> **Work task**: Look through the data below and extract, unchanged, the lines from the one that contains "825 81 882 86" to the one that contains "M210 368 220 373 390 377 426 406H492", both included.

(Stored items)
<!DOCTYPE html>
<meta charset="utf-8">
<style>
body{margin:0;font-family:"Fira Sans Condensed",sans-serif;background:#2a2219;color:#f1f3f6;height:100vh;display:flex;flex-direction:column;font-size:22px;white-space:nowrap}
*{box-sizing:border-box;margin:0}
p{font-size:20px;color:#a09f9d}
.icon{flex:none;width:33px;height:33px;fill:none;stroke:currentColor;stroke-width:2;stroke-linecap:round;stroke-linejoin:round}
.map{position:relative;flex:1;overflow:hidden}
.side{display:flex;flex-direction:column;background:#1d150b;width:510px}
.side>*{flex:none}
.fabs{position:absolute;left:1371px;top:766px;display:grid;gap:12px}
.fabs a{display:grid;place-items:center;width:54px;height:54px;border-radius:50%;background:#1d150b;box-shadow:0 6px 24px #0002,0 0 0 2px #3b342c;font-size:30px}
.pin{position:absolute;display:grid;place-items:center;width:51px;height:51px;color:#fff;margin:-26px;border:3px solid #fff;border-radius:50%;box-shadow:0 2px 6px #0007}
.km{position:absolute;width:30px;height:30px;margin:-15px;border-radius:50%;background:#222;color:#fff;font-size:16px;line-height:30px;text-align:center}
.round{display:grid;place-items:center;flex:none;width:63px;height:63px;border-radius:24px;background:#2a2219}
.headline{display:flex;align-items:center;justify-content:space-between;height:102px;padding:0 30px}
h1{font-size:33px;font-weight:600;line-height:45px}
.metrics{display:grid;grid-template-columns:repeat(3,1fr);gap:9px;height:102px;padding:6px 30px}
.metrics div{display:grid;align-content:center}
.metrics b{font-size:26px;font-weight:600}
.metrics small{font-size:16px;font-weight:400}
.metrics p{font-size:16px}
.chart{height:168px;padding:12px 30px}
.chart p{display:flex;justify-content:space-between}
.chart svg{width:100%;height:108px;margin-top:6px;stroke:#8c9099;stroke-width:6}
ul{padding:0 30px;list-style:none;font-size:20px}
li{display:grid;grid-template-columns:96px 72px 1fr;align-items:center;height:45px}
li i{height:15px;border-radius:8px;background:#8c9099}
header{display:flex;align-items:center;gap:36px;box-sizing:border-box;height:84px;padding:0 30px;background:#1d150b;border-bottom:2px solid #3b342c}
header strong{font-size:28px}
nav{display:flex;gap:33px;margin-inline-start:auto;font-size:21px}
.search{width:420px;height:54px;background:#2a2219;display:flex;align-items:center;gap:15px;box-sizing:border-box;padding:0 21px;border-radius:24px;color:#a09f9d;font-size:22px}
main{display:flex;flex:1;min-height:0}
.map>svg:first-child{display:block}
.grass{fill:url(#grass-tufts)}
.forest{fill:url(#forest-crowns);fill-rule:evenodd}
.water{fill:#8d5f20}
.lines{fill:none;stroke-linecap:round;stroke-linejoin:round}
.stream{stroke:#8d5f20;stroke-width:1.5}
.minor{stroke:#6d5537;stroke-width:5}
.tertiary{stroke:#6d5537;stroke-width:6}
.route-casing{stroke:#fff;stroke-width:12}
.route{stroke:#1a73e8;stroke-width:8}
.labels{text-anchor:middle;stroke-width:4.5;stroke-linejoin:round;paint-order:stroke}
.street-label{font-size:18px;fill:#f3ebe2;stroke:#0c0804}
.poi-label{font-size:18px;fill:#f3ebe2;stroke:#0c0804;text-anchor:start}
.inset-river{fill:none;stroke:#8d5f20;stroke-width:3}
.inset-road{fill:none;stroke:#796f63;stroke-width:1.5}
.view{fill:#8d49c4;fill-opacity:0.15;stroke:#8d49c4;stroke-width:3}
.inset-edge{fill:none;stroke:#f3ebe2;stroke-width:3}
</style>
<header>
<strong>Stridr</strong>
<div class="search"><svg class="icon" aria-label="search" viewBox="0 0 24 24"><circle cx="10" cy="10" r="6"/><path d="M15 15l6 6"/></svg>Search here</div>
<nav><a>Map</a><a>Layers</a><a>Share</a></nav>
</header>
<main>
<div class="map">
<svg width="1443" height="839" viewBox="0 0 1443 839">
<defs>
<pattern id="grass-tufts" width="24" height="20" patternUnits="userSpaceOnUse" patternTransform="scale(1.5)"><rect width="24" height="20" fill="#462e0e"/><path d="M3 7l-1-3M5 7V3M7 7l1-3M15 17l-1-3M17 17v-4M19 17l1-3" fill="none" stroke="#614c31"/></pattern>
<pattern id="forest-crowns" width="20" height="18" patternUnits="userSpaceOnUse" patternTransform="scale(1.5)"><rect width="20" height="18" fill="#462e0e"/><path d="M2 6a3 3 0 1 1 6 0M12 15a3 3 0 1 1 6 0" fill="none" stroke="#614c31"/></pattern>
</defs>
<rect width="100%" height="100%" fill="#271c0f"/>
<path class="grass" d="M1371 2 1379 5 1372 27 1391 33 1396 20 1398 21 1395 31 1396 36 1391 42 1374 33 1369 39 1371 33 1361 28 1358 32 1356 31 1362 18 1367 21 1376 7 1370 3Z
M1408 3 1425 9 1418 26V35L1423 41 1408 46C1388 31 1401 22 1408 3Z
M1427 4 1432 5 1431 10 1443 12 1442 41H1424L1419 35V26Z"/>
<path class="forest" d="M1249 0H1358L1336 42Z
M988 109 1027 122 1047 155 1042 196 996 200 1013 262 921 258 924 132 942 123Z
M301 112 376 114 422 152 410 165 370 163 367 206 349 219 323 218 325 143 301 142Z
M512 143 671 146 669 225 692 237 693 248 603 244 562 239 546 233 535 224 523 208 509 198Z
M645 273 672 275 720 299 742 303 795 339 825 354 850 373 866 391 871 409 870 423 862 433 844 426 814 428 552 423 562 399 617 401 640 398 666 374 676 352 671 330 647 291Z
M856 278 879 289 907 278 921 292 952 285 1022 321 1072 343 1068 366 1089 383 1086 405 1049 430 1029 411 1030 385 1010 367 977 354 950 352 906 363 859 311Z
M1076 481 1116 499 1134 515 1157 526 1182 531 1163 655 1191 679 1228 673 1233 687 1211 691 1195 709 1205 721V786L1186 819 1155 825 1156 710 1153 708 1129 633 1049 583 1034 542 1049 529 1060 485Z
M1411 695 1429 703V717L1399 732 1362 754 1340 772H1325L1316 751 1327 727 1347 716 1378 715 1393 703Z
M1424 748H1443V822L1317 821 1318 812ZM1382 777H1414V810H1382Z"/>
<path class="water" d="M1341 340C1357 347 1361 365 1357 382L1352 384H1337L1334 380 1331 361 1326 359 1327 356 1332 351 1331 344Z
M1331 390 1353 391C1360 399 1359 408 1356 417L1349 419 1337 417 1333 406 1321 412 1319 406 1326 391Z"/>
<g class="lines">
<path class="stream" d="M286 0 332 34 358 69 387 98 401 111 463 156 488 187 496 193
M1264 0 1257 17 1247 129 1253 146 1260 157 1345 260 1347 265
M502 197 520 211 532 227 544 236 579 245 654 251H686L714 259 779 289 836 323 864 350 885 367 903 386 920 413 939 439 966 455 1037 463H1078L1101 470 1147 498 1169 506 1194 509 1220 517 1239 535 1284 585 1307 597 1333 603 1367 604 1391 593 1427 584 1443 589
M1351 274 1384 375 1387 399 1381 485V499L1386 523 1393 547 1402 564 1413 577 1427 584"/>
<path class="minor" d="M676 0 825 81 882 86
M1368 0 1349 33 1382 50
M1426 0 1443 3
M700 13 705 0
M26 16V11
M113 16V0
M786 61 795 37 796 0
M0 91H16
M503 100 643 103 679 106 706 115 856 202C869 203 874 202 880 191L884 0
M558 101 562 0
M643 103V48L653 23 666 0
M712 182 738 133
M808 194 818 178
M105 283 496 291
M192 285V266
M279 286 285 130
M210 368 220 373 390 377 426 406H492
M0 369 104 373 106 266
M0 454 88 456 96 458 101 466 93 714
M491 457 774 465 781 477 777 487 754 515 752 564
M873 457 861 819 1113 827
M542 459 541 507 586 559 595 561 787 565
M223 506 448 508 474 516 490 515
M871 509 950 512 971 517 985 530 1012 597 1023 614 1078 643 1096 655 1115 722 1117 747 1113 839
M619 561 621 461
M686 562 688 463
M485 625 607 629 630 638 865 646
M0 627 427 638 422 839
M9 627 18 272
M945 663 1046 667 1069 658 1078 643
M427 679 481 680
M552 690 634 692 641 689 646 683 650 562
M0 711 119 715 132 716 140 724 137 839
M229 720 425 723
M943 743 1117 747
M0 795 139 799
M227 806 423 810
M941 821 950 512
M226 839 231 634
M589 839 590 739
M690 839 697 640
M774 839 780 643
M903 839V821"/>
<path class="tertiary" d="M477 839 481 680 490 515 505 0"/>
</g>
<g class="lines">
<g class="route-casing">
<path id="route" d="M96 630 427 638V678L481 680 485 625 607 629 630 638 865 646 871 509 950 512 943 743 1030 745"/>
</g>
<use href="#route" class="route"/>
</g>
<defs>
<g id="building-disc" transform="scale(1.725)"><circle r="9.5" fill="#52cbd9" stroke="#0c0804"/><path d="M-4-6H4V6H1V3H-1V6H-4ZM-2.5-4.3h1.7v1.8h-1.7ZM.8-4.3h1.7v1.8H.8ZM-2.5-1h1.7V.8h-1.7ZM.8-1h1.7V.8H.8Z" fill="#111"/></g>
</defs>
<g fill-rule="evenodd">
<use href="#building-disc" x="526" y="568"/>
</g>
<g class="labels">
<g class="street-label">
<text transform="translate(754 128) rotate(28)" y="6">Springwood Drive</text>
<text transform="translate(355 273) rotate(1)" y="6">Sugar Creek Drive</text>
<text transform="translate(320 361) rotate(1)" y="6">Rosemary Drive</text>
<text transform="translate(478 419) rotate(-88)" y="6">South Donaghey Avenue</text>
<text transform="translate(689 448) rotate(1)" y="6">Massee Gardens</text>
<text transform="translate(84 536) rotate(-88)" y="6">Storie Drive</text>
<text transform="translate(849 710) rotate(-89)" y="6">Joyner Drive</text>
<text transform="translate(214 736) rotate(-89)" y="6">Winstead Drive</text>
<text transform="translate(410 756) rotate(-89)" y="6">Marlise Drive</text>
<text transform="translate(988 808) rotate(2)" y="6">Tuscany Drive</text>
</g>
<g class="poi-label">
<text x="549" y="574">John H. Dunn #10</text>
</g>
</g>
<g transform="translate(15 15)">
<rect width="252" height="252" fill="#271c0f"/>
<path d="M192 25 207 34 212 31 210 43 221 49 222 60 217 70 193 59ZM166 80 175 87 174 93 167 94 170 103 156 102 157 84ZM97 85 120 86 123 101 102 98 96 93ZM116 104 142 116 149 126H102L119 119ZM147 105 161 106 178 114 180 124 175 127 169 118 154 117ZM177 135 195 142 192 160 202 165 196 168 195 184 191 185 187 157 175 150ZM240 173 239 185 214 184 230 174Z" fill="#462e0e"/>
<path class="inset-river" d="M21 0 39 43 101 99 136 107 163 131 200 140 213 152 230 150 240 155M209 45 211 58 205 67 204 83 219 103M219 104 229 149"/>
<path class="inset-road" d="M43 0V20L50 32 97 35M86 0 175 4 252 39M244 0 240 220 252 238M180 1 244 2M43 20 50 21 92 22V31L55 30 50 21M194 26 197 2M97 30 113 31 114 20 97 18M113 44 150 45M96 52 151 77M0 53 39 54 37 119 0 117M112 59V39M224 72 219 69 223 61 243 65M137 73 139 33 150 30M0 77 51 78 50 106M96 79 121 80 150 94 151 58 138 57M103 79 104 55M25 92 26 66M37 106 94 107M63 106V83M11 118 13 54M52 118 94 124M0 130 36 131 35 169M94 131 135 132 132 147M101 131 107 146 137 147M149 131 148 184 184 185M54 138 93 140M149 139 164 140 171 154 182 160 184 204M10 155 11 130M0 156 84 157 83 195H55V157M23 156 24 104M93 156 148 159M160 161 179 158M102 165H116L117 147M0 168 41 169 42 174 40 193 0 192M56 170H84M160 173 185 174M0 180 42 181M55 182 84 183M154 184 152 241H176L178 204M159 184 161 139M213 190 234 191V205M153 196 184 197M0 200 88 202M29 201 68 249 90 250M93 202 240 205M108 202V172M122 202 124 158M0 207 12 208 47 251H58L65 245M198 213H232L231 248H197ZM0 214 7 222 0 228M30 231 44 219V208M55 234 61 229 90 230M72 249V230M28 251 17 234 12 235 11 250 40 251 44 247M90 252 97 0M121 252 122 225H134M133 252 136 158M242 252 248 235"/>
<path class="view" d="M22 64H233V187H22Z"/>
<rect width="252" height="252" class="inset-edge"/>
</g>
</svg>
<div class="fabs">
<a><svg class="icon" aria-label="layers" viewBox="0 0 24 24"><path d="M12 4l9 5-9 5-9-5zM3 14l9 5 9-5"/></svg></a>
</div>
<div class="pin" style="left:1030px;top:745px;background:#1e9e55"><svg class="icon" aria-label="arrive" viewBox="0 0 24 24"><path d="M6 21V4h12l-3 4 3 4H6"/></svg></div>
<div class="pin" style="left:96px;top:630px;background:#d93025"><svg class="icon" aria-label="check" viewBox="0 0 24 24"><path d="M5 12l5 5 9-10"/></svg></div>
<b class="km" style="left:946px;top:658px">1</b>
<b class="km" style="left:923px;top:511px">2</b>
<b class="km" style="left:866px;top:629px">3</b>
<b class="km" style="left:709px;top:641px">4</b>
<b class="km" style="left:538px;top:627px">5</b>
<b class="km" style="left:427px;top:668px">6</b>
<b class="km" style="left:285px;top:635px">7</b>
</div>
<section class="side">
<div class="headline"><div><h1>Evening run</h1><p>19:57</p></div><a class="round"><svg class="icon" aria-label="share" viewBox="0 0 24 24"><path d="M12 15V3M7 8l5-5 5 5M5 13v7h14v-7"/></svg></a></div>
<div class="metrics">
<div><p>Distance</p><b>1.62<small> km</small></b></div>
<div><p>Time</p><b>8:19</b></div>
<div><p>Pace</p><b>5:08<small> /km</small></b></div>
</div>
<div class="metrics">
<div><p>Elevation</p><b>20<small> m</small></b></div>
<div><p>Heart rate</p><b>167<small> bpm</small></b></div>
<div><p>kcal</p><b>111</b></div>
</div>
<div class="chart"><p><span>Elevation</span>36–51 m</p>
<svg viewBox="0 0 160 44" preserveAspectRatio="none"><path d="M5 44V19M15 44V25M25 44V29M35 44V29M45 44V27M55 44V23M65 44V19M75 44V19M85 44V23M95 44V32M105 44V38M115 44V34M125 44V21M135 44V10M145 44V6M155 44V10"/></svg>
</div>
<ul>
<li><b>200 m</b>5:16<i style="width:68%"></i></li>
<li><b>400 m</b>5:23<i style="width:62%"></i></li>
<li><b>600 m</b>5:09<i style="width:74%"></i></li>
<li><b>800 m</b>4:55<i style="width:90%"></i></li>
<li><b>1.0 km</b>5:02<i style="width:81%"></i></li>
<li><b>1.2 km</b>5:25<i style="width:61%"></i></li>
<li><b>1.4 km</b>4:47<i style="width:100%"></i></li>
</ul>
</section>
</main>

> **Result of the exercise**:
<path class="minor" d="M676 0 825 81 882 86
M1368 0 1349 33 1382 50
M1426 0 1443 3
M700 13 705 0
M26 16V11
M113 16V0
M786 61 795 37 796 0
M0 91H16
M503 100 643 103 679 106 706 115 856 202C869 203 874 202 880 191L884 0
M558 101 562 0
M643 103V48L653 23 666 0
M712 182 738 133
M808 194 818 178
M105 283 496 291
M192 285V266
M279 286 285 130
M210 368 220 373 390 377 426 406H492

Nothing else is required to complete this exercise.